Here are a couple of oddities from the poetic canon of Clark Ashton Smith (CAS).  Both were unpublished in his lifetime, and the surviving copy of the first was damaged in a fire, so it is incomplete.

I group these two short poems together since they are both critiques of T. S. Eliot's Four Quartets, a sequence of connected poems published in a collected edition in 1943.  CAS apparently wrote his own poems shortly after Eliot's volume first became available in the U.S.


On Trying to Read Four Quartets

There is a bard name T. S. Eliot
(Perhaps the British call him Heliot).
To one like me, like mind ingenuous
His poems seem too fine and ten[uous.]
In fact, the stuff's so dessicated [sic]
I half suspect he's constipated.
Methinks the beggar needs a _______
I find more pleasure in Ella's _______.


Greek Epigram

There is a bard name T. S. Eliot
(Perhaps the British call him Heliot).
He writes a tough untoothsome line,
I'd rather read a Valentine.



The "Ella" in the first of these poems apparently refers to Ella Wheeler Wilcox, a popular poet of the late nineteenth and early twentieth centuries whose sentimental verses were sometimes mocked by more "serious" littérateurs.

While both of these are clearly casual poems, making partial use of the limerick form, they expand on a critique of Eliot captured in The Black Book of Clark Ashton Smith.  The following is entry number 164 from the Arkham House edition of 1979:


Poetry, though its proper concerns are not primarily intellectual, is none the worse for having behind it a keen and firm intelligence.  But intelligence alone does not make poetry, as glaringly exemplified by the latter works of T. S. Eliot, which, while no doubt profound from a philosophical standpoint, has little or nothing of the bardic magic and mystery; all such elements having been ruthlessly sacrificed, leaving an obscurity which, unlike that of Gérard de Nerval, is devoid of color, glamour, and the allurement of new imaginative meanings and analogies which would justify obscurity.

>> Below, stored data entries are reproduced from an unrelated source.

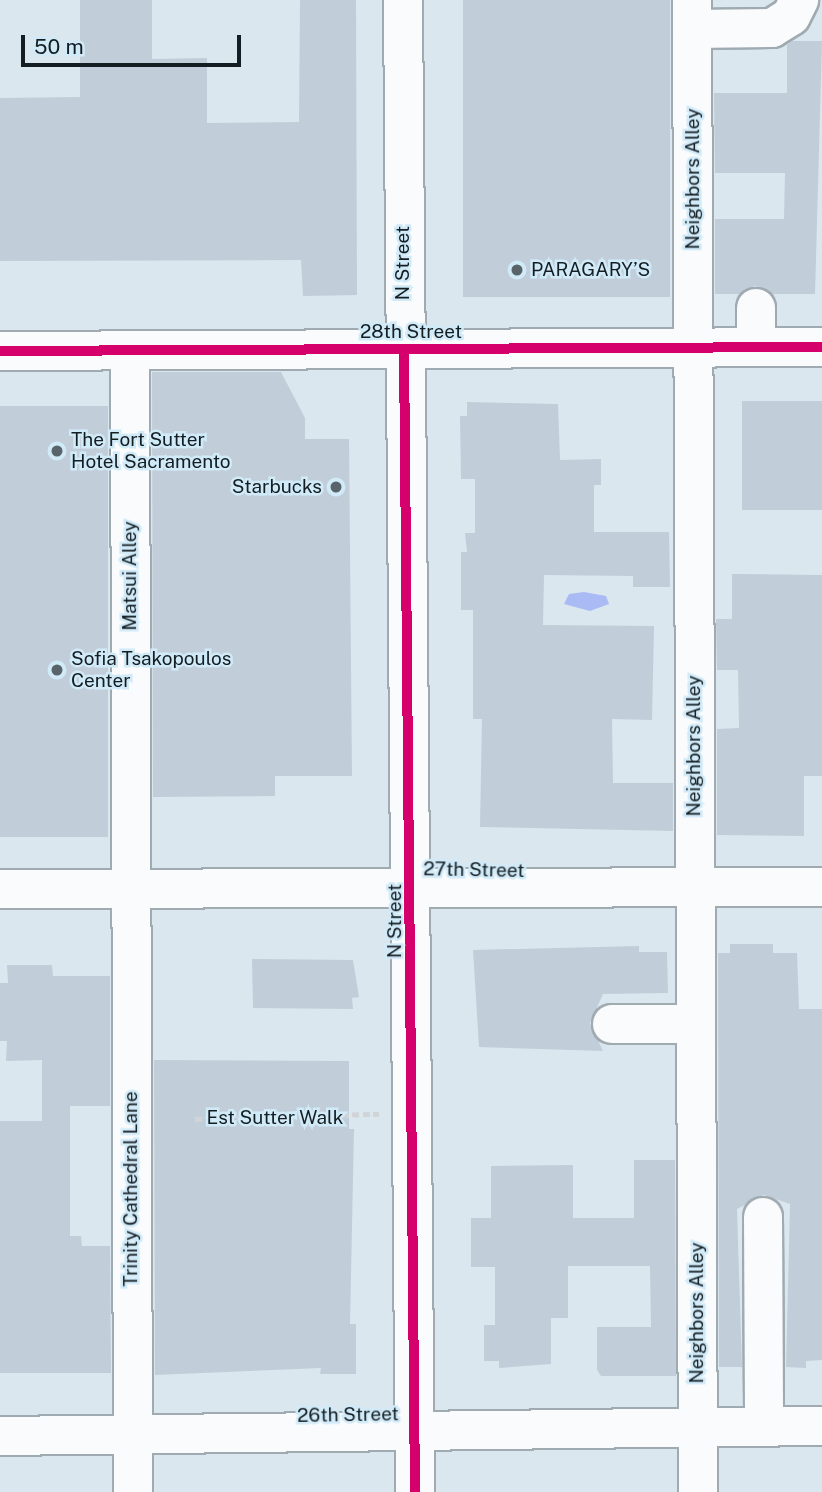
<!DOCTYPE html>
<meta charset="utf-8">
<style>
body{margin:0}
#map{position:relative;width:822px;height:1492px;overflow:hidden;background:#dae7ef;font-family:"Public Sans",sans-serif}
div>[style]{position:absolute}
.water>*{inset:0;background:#aabaf4}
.building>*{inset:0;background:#c1cdd8;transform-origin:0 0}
.path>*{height:4.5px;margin-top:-2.25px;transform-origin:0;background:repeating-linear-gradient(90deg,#d1d4d6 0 7px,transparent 0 10.5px)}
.roads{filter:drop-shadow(2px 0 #a0aab1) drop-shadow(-2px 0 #a0aab1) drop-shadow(0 2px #a0aab1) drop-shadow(0 -2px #a0aab1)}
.minor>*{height:38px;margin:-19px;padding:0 19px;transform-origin:19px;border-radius:19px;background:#f9fbfd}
.cycleway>*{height:10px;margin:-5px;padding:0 5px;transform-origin:5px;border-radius:5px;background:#d6006c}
.dots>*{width:19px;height:19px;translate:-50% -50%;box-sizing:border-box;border:4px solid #d1eaf8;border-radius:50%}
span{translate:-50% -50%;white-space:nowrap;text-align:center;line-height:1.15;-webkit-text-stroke:5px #d1eaf8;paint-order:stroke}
.street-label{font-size:19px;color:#141d22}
.poi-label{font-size:19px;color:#141d22}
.left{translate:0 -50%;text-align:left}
.right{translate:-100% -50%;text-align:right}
.scale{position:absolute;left:21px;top:35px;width:220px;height:32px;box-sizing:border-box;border:4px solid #141d22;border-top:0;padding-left:9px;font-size:21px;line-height:24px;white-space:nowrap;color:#141d22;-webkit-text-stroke:5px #d1eaf8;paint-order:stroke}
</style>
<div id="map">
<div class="water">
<i style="clip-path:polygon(584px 592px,606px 596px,609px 604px,590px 611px,564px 604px,569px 594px)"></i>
</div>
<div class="building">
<i style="clip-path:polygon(80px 0,152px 0,152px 59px,207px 58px,207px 123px,299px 122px,300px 0,356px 0,357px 295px,303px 296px,301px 260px,0 261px,0 98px,80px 97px)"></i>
<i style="left:463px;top:0;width:207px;height:297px"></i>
<i style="clip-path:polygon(792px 41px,822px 41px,815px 294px,772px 294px,755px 286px,740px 294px,715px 294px,715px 219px,784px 219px,785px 173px,715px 173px,714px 93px,787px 93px,787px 45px)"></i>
<i style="clip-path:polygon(152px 372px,281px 372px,305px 418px,305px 439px,349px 439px,352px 776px,275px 776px,275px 796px,153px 797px)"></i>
<i style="left:822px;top:401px;width:109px;height:80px;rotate:90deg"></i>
<i style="clip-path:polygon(467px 402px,558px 404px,560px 460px,601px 459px,601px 485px,594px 485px,594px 532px,669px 532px,670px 587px,633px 587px,633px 576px,544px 575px,543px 625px,654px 626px,652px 720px,612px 719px,613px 783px,673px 783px,673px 831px,480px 827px,482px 719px,473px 719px,473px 610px,461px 610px,461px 552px,467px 552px,465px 533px,475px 533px,475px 479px,461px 479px,460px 416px,467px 416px)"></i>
<i style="left:108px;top:406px;width:431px;height:108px;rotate:90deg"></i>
<i style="clip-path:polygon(732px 574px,822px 575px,822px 776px,804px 776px,804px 836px,717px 835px,717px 729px,739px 728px,738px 670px,717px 670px,716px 619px,732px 619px)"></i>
<i style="clip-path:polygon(730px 944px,773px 944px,773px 953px,797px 953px,799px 1009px,822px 1009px,822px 1360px,806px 1361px,806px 1368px,786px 1367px,790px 1204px,764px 1195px,737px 1209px,742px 1367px,719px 1367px,718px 953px,730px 953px)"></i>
<i style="clip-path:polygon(639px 946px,639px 952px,667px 952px,668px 993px,603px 994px,590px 1023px,603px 1051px,479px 1047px,473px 950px)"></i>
<i style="clip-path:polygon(252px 959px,353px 960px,359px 997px,352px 998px,353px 1009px,253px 1008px)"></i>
<i style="clip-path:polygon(7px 965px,52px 965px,53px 976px,110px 976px,110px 1106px,70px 1106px,70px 1236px,81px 1236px,82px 1246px,110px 1246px,111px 1373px,0 1373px,0 1121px,42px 1121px,42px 1060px,6px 1061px,7px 1041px,0 1041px,0 983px,8px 983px)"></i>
<i style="clip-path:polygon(154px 1060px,349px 1061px,349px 1129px,354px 1129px,350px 1324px,356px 1324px,356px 1374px,320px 1374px,321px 1368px,155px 1375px)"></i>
<i style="clip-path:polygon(634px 1160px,675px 1160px,676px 1376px,601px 1376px,597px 1370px,597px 1327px,651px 1327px,650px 1266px,568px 1266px,568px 1318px,551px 1318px,551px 1364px,499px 1368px,499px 1361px,484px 1361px,484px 1325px,495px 1325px,495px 1267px,471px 1267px,471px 1218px,491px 1218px,491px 1166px,573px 1165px,573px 1218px,634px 1218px)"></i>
</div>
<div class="path">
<i style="left:195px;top:1119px;width:184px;rotate:-1.6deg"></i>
</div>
<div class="roads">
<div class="minor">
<i style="left:403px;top:0;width:1492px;rotate:89.54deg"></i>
<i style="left:692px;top:0;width:1492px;rotate:89.77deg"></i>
<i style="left:692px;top:29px;width:80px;rotate:-0.7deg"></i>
<i style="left:772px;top:28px;width:22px;rotate:-32deg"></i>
<i style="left:791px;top:16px;width:18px;rotate:-63deg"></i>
<i style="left:756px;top:308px;width:39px;rotate:90deg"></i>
<i style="left:130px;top:350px;width:1142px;rotate:89.85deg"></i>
<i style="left:0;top:351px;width:822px;rotate:-0.28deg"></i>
<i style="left:0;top:889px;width:822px;rotate:-0.14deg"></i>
<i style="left:612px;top:1024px;width:83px"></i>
<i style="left:763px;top:1217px;width:209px;rotate:89.7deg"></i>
<i style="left:0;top:1436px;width:822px;rotate:-0.7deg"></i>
</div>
</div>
<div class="cycleway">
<i style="left:404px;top:349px;width:1143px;rotate:89.45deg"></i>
<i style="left:0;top:351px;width:822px;rotate:-0.28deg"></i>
</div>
<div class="dots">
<i style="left:517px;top:270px;background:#59646a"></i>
<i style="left:57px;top:451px;background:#59646a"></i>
<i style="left:336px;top:487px;background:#59646a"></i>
<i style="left:57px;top:670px;background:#59646a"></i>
</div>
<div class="street-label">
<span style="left:693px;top:179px;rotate:-90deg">Neighbors Alley</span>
<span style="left:403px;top:263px;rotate:-90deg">N Street</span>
<span style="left:411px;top:332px">28th Street</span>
<span style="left:130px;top:576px;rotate:-90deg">Matsui Alley</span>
<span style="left:694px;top:746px;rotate:-90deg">Neighbors Alley</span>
<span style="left:474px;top:870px;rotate:1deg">27th Street</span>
<span style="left:395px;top:921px;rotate:-90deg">N Street</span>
<span style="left:275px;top:1118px">Est Sutter Walk</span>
<span style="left:131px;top:1189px;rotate:-90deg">Trinity Cathedral Lane</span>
<span style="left:697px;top:1313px;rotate:-90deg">Neighbors Alley</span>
<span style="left:348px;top:1415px;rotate:-1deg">26th Street</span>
</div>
<div class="poi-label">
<span class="left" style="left:531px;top:270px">PARAGARY’S</span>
<span class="left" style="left:71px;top:451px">The Fort Sutter<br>Hotel Sacramento</span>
<span class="right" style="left:322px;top:487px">Starbucks</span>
<span class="left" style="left:71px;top:670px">Sofia Tsakopoulos<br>Center</span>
</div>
<div class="scale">50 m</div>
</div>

The Four Quartets are Eliot's last major work of poetry, so it's safe to assume that the passage from The Black Book quoted above does apply to them.

While I enjoy T. S. Eliot's poetry myself, I can't disagree with CAS that the Four Quartets have a certain philosophical dryness and muddled religiosity that sap some of the power of Eliot's quite beautiful language.  The poems that Eliot included in this collection were written during World War II, and were something of a "back to God" exercise intended to inspire the British people during the difficult years of The Blitz and beyond.

I've never read anything by Gérard de Nerval, but based on CAS' comments quoted above, I'll have rectify that!